NellWilsonsWhiteHair · 23/07/2018 10:57

A combination of the inability to see things from someone else's perspective, being unable to read between the lines, jealousy and who knows what else....

Agreed. Also - in absolute fairness - a sort of compassion fatigue, I think. Definitely I'm keenly aware that the emotional giving of (single) parenthood sometimes leaves me with less kindness left over for other people. For me that's my children and to a lesser extent a fairly demanding job - for others it will be their work, ageing parents, partner in difficult situation etc etc. I hope that I'm able to resist being an arsehole to someone online who admits they're struggling, but I also know I've been unfairly snippy with my sibling recently. But a little kindness goes a long way.

Thinking of you today OP.

Cloud9Until6am · 23/07/2018 11:09

I feel you need to keep busy then voluntary work or a summer job in a cafe / pub or similar wouldn't be ideal

petrolpump28 · 23/07/2018 13:32

People say all sorts of mean and nasty things, just because they can.

Coolhotsummer · 23/07/2018 14:00

6 weeks is a long time to fill when you are alone. A lot of the posters on here who say they would love it refer to children and/or partners so their situation is completely different.

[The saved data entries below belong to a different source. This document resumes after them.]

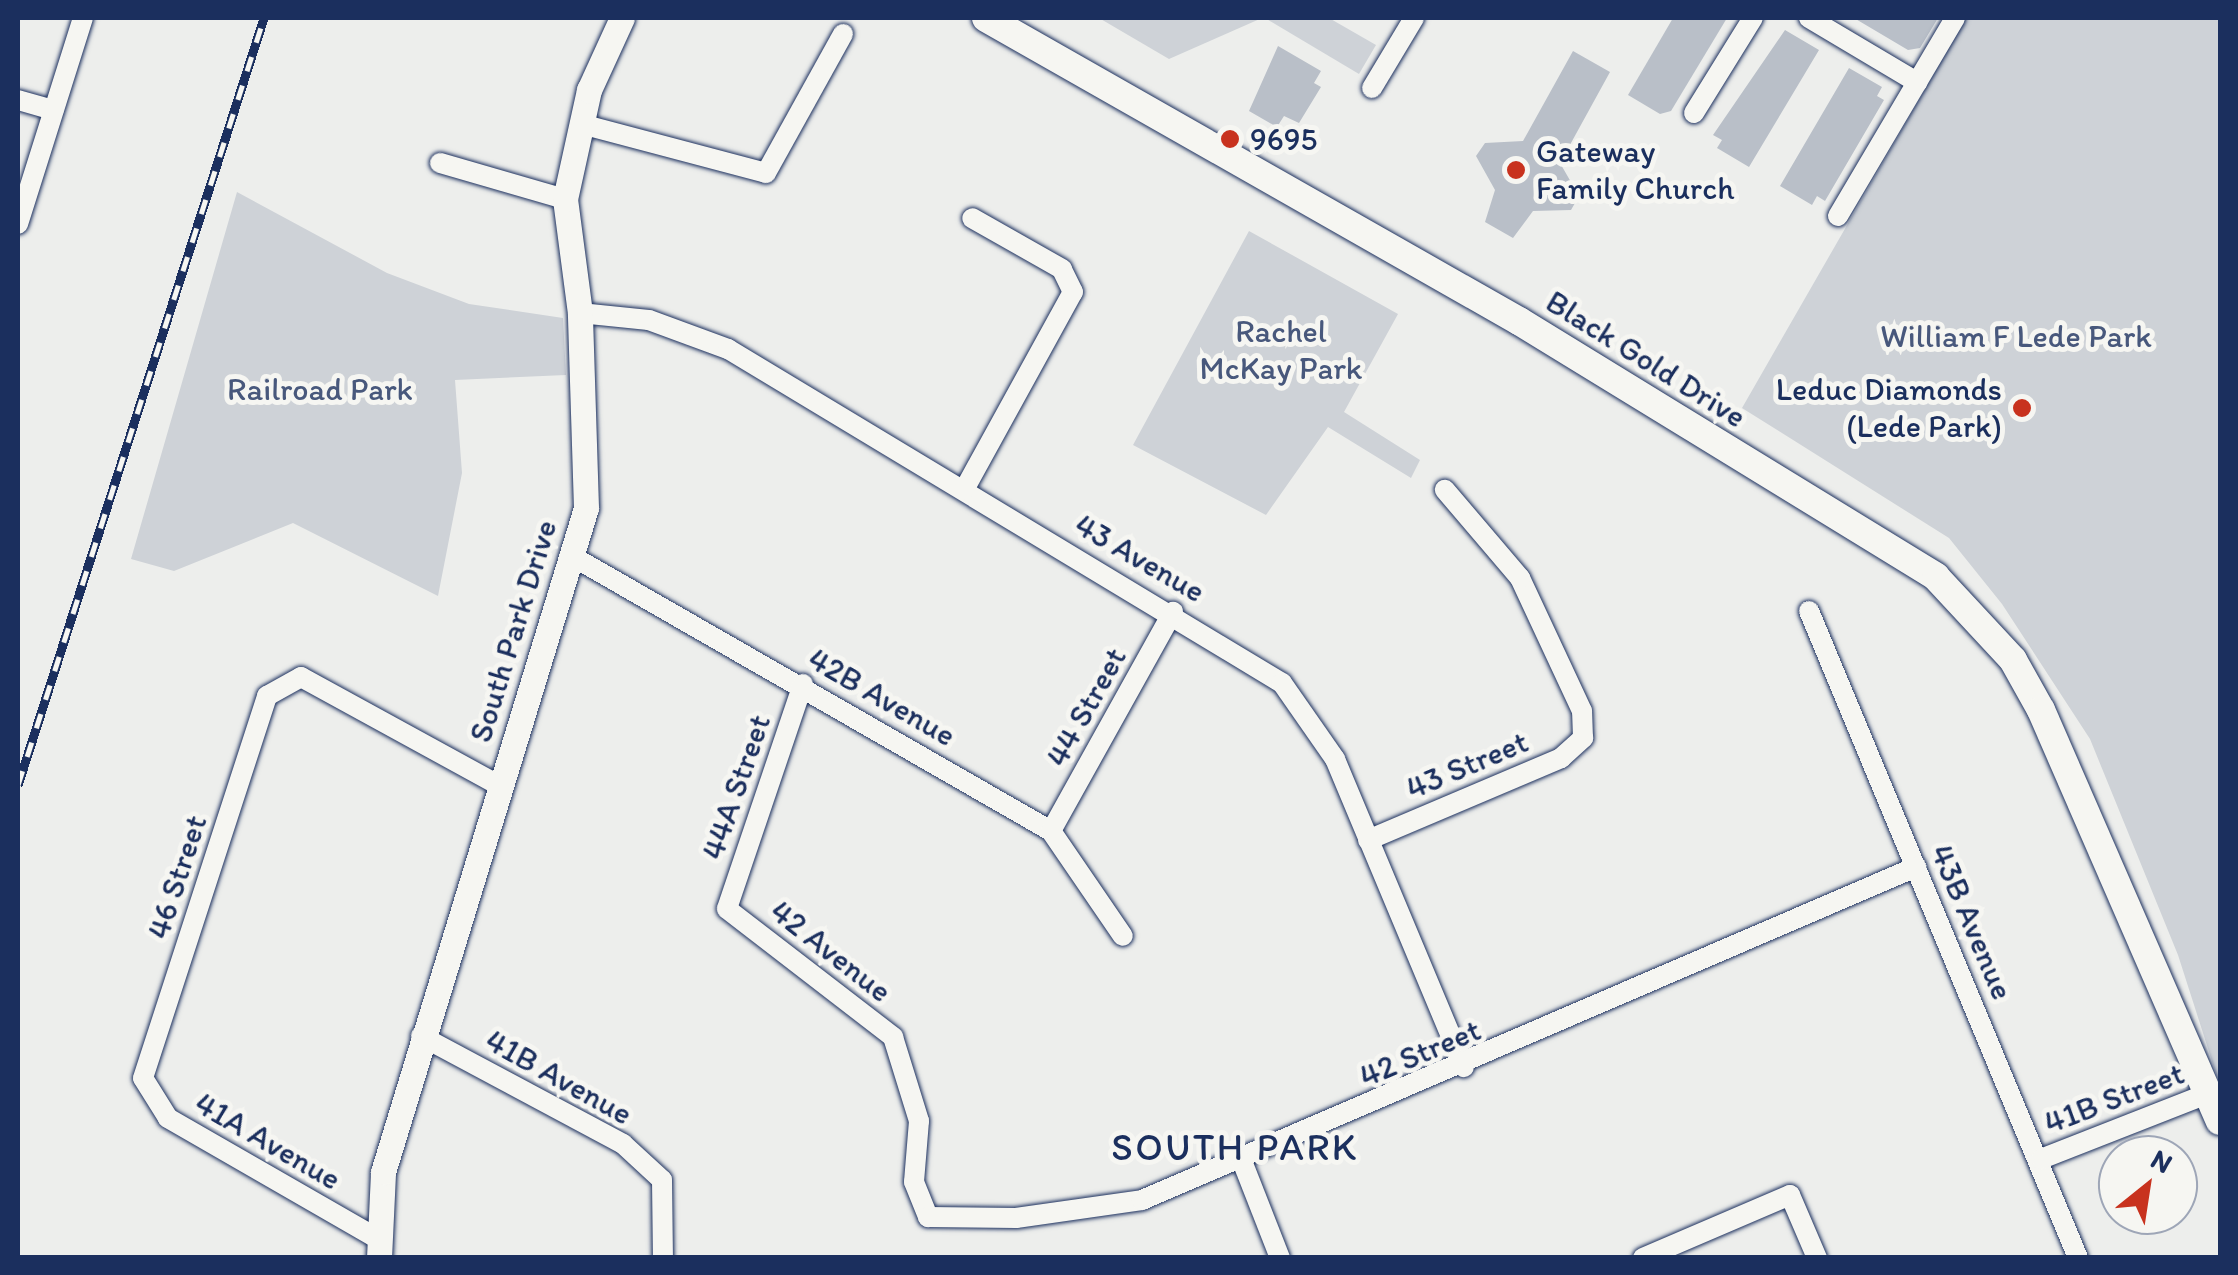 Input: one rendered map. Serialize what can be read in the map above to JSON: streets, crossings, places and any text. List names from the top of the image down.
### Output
{
  "streets": {
    "main road": ["Black Gold Drive"],
    "street": [
      "43 Avenue",
      "South Park Drive",
      "42B Avenue",
      "44 Street",
      "43 Street",
      "44A Street",
      "46 Street",
      "43B Avenue",
      "42 Avenue",
      "42 Street",
      "41B Avenue",
      "41B Street",
      "41A Avenue"
    ]
  },
  "crossings": [
    ["Black Gold Drive", "41B Street"],
    ["43 Avenue", "South Park Drive"],
    ["43 Avenue", "44 Street"],
    ["43 Avenue", "43 Street"],
    ["43 Avenue", "42 Street"],
    ["South Park Drive", "42B Avenue"],
    ["South Park Drive", "46 Street"],
    ["South Park Drive", "41B Avenue"],
    ["South Park Drive", "41A Avenue"],
    ["42B Avenue", "44 Street"],
    ["42B Avenue", "44A Street"],
    ["44A Street", "42 Avenue"],
    ["46 Street", "41A Avenue"],
    ["43B Avenue", "42 Street"],
    ["43B Avenue", "41B Street"],
    ["42 Avenue", "42 Street"]
  ],
  "districts": ["SOUTH PARK"],
  "parks": ["Rachel McKay Park", "William F Lede Park", "Railroad Park"],
  "places": ["9695", "Gateway Family Church", "Leduc Diamonds (Lede Park)"],
  "north": "top right"
}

Also some of the ways of spending time are lovely (read a book, clean a cupboard, have a manicure) but those kinds of things can be done in a single weekend or an evening. Even one weekend completely alone is a lot of hours to kill.

I have been there myself and start to get excited the week of the results at the end of the holidays so I can gear up ready to get back to work and back to normality.

thatmustbenigelwiththebrie · 23/07/2018 14:02

Whilst I cannot understand this at all as I would LOVE 6 weeks off, can you get another job during the summer just to get you out and about? Or volunteer?

thatmustbenigelwiththebrie · 23/07/2018 14:03

Also, I am single and childless and spend most of my weekends and evenings alone. However I have lots of hobbies I can do by myself - swimming, running, hiking, cycling, museums and I am never sitting in the house and always out and about. Can you cultivate something to do like that?

NLBM · 23/07/2018 14:31

I had such a bad time at school, was bullied, and I wanted to help others the way some of my teachers helped me.